Given data:
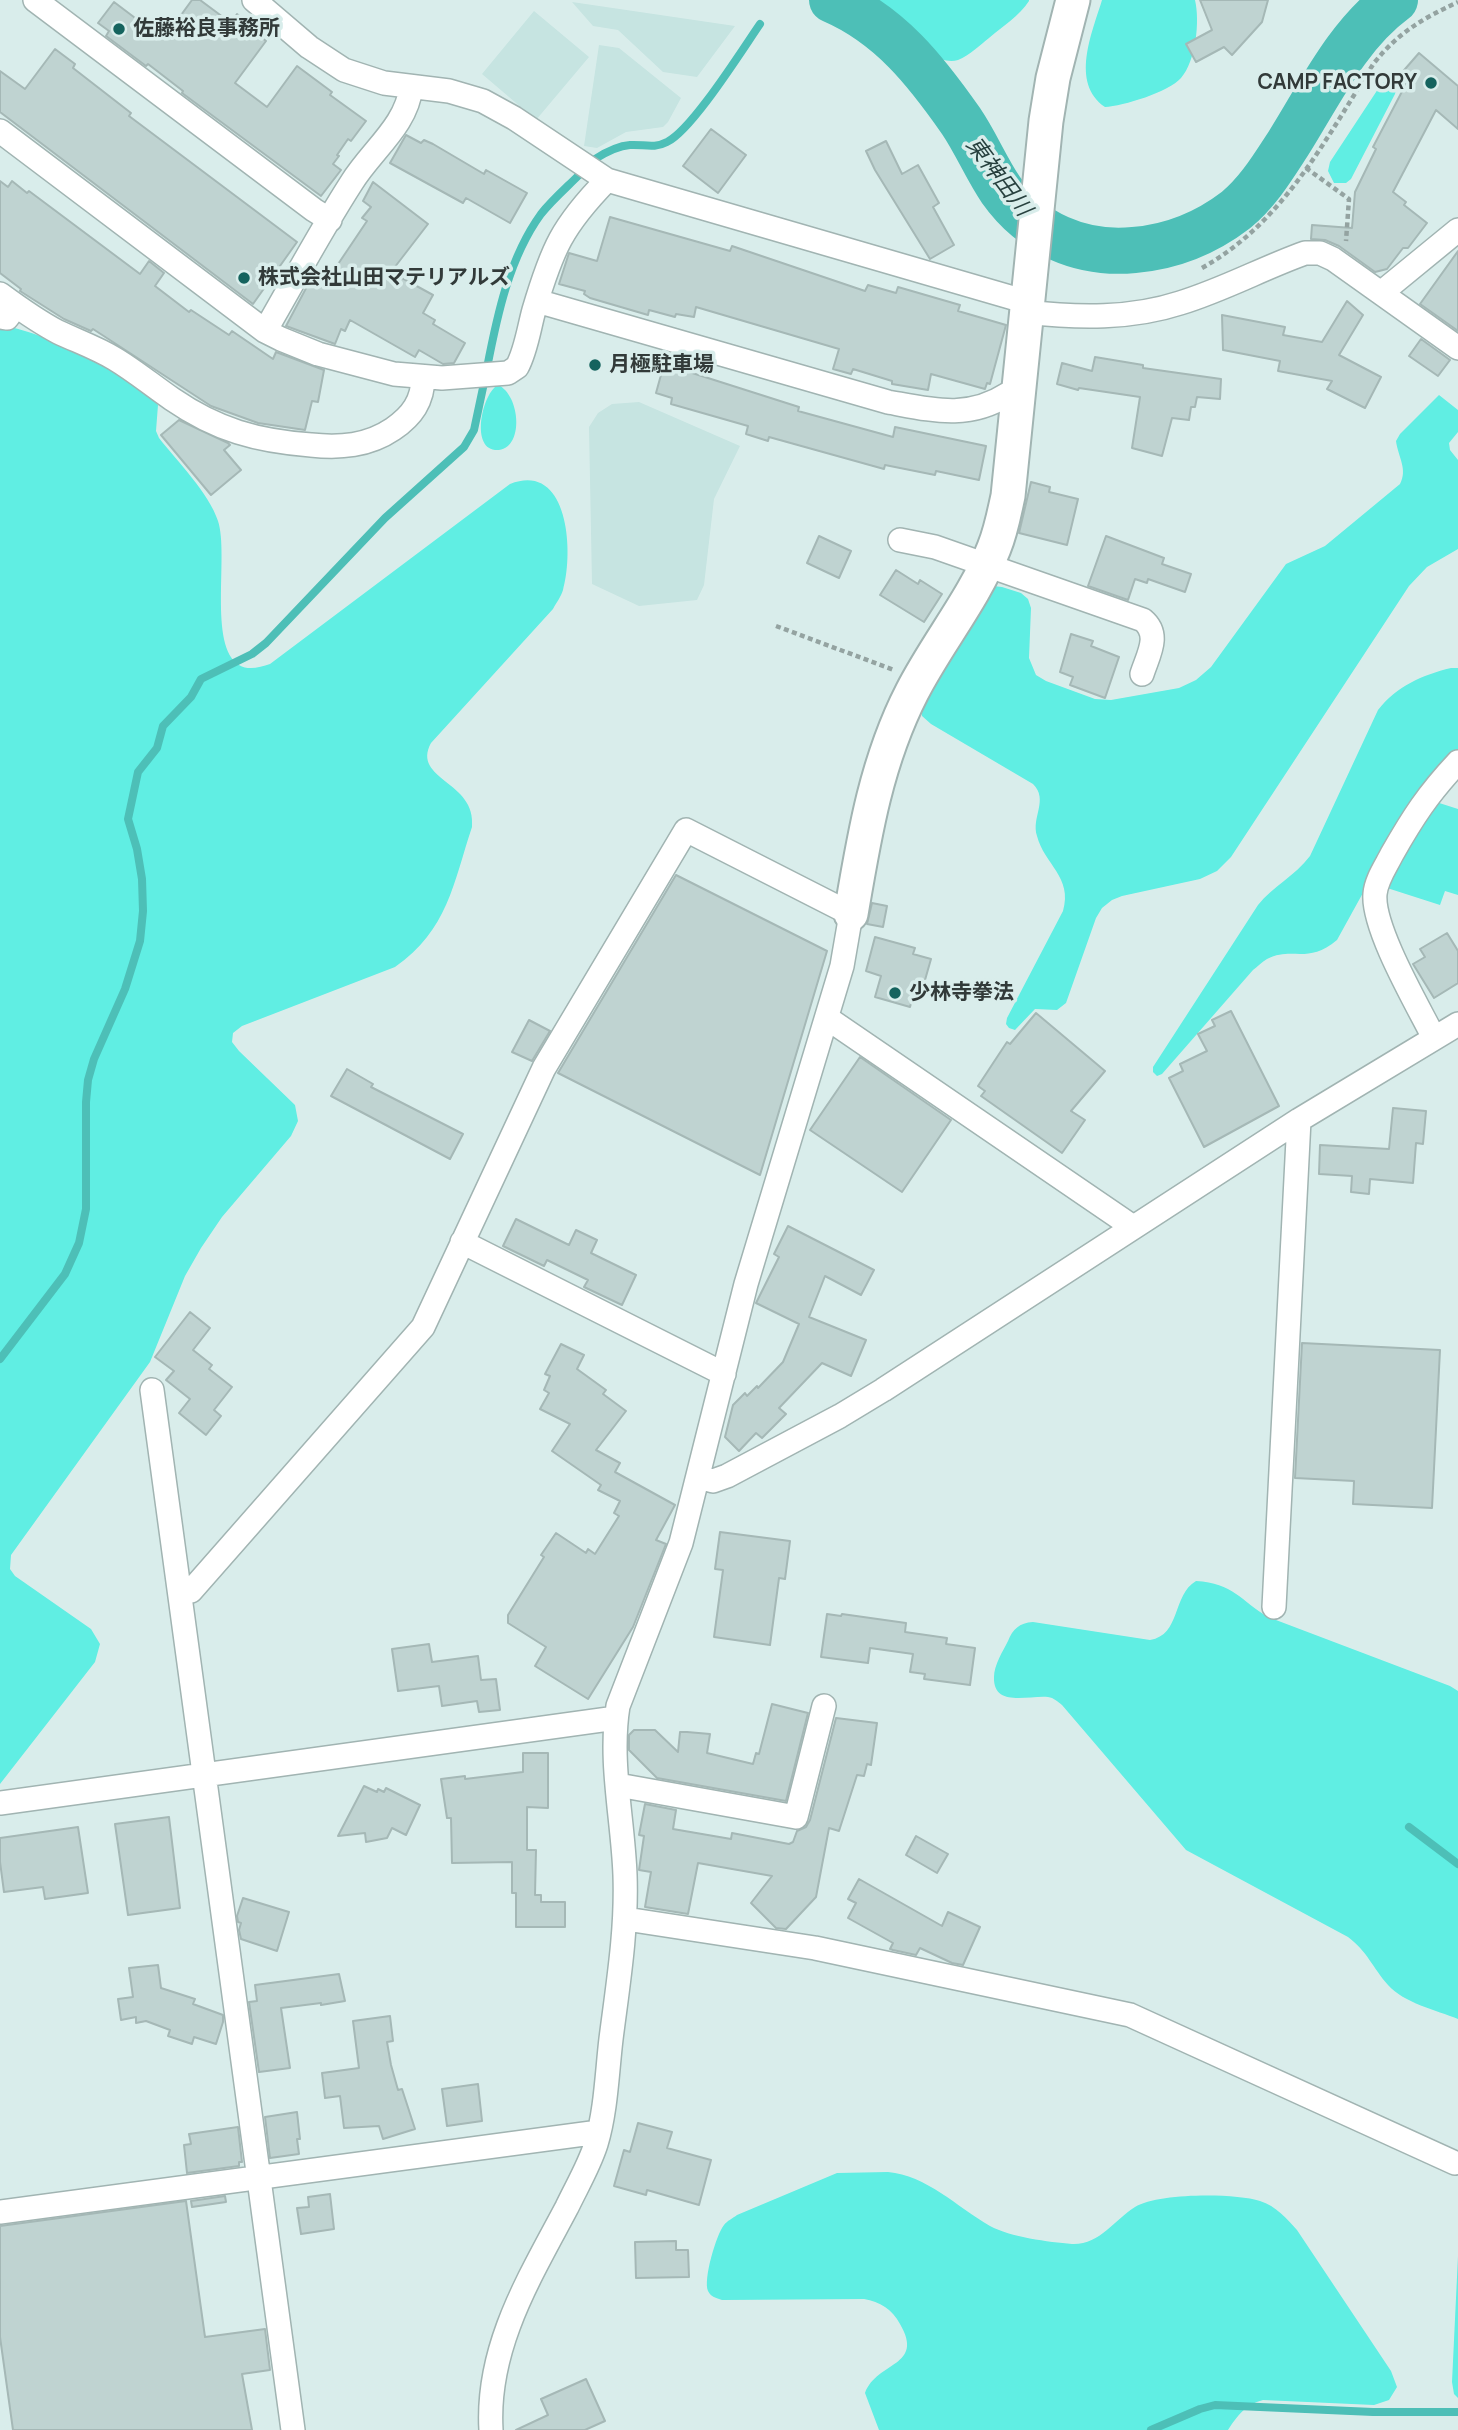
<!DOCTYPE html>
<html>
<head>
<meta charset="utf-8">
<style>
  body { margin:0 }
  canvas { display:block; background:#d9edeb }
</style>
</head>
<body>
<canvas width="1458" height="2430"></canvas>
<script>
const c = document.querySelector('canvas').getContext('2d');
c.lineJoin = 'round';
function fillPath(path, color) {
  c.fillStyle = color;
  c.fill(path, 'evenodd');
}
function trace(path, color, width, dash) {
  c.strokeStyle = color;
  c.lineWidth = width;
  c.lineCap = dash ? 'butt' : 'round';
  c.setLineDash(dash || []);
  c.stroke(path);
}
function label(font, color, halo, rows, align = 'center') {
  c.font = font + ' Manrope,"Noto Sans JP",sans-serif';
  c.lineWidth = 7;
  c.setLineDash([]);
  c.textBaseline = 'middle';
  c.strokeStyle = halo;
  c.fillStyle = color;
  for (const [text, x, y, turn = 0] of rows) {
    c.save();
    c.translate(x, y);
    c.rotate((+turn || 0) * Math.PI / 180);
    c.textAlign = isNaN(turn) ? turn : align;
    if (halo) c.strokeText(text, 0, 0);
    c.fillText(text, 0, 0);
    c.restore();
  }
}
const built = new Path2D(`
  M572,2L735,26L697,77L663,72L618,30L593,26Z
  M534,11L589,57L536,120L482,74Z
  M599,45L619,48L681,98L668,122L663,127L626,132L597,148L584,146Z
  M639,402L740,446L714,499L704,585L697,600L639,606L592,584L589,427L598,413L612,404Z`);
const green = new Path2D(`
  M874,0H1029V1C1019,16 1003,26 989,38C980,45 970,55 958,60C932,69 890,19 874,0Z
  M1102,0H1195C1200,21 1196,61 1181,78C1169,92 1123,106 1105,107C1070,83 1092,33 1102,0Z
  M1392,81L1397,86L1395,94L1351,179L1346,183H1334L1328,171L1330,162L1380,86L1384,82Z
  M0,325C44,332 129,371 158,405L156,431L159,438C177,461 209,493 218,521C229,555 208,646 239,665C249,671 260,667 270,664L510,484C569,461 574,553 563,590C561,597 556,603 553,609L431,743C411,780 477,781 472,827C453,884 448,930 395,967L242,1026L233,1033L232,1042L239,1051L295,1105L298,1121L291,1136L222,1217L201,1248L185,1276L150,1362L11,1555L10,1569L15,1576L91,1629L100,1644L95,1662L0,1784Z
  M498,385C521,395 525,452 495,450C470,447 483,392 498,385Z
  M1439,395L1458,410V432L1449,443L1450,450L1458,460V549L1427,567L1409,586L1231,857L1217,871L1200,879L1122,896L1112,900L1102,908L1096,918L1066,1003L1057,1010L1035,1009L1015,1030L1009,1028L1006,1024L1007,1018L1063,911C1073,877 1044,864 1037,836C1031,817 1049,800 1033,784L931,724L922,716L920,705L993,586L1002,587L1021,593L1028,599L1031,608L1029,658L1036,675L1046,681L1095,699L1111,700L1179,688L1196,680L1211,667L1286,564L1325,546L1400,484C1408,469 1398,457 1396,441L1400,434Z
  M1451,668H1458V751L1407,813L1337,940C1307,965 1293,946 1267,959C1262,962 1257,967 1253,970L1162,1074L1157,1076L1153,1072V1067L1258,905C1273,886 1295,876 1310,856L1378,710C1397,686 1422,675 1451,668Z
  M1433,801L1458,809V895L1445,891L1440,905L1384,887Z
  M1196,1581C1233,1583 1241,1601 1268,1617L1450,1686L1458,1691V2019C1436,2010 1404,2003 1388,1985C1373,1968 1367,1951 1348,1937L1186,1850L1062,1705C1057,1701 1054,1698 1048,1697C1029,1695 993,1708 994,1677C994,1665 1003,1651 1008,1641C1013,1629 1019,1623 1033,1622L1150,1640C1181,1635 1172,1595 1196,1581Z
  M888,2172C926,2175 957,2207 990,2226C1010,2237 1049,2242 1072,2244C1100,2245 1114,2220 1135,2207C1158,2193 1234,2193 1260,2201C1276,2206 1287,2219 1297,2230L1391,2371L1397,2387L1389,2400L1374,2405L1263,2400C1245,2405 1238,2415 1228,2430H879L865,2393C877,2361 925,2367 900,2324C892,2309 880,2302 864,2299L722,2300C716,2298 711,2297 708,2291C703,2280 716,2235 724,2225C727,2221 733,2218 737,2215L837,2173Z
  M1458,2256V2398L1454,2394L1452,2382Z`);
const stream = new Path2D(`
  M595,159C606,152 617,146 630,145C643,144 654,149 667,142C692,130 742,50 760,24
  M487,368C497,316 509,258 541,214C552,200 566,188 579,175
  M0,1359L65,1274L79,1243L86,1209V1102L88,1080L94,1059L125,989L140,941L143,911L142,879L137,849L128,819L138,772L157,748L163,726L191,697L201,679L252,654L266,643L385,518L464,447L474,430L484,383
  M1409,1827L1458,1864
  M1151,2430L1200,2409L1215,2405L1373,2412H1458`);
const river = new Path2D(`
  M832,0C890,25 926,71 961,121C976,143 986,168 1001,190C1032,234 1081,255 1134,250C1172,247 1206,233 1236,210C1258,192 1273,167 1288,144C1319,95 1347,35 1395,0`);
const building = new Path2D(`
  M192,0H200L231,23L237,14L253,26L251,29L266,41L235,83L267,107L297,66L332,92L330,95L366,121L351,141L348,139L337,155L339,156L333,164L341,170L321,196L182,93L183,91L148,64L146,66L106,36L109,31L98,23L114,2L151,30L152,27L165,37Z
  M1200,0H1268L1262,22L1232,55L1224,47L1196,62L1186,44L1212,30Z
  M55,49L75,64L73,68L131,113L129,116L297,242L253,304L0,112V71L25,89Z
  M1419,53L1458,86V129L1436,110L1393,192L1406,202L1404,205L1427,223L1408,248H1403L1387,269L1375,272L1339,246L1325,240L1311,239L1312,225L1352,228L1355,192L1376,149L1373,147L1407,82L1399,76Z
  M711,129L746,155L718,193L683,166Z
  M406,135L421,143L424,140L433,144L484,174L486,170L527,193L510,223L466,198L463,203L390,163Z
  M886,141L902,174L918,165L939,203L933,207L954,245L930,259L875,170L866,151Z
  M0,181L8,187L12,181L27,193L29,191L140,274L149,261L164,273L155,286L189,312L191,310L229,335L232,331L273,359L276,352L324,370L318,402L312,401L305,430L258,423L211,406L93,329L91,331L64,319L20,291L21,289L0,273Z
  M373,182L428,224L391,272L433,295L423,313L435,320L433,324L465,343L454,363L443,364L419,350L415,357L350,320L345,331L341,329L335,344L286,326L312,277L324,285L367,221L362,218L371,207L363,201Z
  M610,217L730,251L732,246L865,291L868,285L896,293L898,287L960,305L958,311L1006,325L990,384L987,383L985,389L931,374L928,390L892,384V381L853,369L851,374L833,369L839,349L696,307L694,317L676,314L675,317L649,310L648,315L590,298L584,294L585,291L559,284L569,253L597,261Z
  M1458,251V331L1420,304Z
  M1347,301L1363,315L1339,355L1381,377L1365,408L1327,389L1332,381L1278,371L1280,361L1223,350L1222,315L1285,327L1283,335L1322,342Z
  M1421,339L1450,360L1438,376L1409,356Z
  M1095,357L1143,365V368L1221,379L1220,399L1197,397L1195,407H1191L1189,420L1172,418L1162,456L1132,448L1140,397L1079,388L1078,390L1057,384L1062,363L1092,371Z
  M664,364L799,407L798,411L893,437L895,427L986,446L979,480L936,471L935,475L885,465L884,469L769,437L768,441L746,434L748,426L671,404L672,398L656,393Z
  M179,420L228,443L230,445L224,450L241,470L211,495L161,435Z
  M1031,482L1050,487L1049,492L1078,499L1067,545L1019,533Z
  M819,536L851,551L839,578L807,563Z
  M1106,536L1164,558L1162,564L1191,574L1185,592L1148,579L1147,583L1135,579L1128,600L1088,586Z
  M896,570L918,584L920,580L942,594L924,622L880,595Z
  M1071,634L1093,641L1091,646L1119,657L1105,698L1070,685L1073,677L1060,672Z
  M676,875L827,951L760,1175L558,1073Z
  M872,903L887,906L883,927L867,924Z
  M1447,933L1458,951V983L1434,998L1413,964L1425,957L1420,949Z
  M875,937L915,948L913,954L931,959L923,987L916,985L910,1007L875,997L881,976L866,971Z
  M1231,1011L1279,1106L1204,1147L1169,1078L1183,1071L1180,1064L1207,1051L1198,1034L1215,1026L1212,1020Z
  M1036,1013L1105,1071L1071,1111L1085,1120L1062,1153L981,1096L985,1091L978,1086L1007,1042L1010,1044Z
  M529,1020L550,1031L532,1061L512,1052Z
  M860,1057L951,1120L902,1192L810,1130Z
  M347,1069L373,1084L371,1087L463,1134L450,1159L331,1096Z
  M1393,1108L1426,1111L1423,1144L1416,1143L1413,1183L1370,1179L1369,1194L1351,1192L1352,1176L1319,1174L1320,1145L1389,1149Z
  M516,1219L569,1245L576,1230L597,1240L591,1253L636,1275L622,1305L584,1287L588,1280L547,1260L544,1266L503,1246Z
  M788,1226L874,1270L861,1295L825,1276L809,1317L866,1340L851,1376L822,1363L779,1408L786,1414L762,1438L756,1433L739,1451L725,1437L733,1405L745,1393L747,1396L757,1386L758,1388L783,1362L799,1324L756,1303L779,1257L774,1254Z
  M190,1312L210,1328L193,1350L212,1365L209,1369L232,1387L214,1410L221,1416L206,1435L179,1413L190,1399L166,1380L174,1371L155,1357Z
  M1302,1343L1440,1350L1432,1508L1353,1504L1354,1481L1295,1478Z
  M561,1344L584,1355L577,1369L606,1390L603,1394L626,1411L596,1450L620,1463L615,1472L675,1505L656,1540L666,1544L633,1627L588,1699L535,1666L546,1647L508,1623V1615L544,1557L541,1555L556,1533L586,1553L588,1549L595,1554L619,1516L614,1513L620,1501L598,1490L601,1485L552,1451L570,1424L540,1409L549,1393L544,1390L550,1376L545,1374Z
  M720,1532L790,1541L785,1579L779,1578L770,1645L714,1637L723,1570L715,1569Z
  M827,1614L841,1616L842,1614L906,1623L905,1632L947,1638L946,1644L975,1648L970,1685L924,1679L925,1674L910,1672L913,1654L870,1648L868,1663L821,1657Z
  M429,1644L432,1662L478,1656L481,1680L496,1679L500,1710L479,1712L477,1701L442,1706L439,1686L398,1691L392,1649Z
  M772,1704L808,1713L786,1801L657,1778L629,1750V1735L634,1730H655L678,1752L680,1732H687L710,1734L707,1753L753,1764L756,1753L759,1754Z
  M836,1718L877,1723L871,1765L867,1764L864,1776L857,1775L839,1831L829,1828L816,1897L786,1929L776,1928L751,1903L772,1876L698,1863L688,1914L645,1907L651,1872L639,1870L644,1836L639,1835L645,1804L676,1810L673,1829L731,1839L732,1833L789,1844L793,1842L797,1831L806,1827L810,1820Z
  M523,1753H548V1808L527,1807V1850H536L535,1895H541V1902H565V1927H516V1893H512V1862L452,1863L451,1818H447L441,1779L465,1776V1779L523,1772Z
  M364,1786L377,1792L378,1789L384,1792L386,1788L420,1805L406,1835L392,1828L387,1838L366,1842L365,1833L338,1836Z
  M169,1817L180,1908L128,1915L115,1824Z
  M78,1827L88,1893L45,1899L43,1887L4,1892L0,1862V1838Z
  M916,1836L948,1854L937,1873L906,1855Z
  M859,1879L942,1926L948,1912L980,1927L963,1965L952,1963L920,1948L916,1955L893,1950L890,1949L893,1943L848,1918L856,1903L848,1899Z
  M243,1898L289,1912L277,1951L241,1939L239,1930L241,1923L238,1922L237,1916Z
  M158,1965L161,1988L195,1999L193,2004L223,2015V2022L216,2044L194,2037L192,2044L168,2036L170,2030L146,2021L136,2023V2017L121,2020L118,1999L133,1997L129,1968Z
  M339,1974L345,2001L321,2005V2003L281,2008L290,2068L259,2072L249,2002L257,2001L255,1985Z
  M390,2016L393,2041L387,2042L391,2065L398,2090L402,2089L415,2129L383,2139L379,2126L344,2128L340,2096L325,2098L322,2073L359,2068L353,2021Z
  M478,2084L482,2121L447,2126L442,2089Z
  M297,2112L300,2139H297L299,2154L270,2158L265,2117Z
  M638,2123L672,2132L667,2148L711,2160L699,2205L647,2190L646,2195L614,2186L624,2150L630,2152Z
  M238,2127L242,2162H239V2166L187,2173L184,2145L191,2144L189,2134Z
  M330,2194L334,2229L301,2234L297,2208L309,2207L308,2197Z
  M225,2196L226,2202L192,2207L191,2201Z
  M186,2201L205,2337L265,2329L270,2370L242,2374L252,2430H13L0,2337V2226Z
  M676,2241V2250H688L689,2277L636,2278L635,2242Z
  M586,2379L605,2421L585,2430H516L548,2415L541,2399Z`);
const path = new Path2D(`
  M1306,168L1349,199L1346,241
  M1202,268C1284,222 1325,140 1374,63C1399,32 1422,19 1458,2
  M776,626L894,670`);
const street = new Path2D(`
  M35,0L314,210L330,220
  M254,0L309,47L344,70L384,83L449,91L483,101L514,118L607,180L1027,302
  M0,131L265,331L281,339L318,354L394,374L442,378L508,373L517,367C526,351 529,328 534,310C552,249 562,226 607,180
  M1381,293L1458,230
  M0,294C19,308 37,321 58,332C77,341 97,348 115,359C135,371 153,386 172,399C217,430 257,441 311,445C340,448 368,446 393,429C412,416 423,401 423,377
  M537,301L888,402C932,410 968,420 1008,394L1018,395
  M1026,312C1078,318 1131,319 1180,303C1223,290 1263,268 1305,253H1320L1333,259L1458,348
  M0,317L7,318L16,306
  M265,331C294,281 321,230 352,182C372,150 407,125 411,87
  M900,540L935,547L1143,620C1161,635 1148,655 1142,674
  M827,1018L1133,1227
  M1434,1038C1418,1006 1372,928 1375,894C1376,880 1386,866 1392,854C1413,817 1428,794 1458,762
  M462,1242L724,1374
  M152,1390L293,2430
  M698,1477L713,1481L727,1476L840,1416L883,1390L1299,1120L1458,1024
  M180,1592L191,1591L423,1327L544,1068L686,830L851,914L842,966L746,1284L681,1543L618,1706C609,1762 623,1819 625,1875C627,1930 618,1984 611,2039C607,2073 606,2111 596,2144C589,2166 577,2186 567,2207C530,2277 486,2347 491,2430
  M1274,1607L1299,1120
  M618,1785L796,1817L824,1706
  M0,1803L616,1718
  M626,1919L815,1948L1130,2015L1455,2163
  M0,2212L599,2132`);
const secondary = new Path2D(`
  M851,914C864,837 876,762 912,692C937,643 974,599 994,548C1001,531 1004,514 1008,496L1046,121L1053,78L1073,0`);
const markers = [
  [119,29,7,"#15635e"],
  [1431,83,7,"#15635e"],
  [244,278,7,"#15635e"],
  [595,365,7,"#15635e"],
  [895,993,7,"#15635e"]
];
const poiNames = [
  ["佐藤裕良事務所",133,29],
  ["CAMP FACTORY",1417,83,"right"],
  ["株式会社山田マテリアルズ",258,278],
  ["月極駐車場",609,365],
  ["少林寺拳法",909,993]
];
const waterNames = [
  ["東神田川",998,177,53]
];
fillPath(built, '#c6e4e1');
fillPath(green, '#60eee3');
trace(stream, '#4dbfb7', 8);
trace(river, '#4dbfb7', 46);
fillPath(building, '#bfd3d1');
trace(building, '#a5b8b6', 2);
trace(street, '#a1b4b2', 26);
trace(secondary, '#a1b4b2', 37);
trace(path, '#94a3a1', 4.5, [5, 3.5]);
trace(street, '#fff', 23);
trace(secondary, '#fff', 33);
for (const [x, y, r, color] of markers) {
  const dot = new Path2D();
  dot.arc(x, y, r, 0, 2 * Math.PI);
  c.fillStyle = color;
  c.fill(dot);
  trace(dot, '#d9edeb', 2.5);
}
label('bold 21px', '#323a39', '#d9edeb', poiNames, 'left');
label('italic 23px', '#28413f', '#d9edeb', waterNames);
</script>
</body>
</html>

The problem: Every line of the listing that holds "rows" should be found and copied.

Reply to the task:
function label(font, color, halo, rows, align = 'center') {
  for (const [text, x, y, turn = 0] of rows) {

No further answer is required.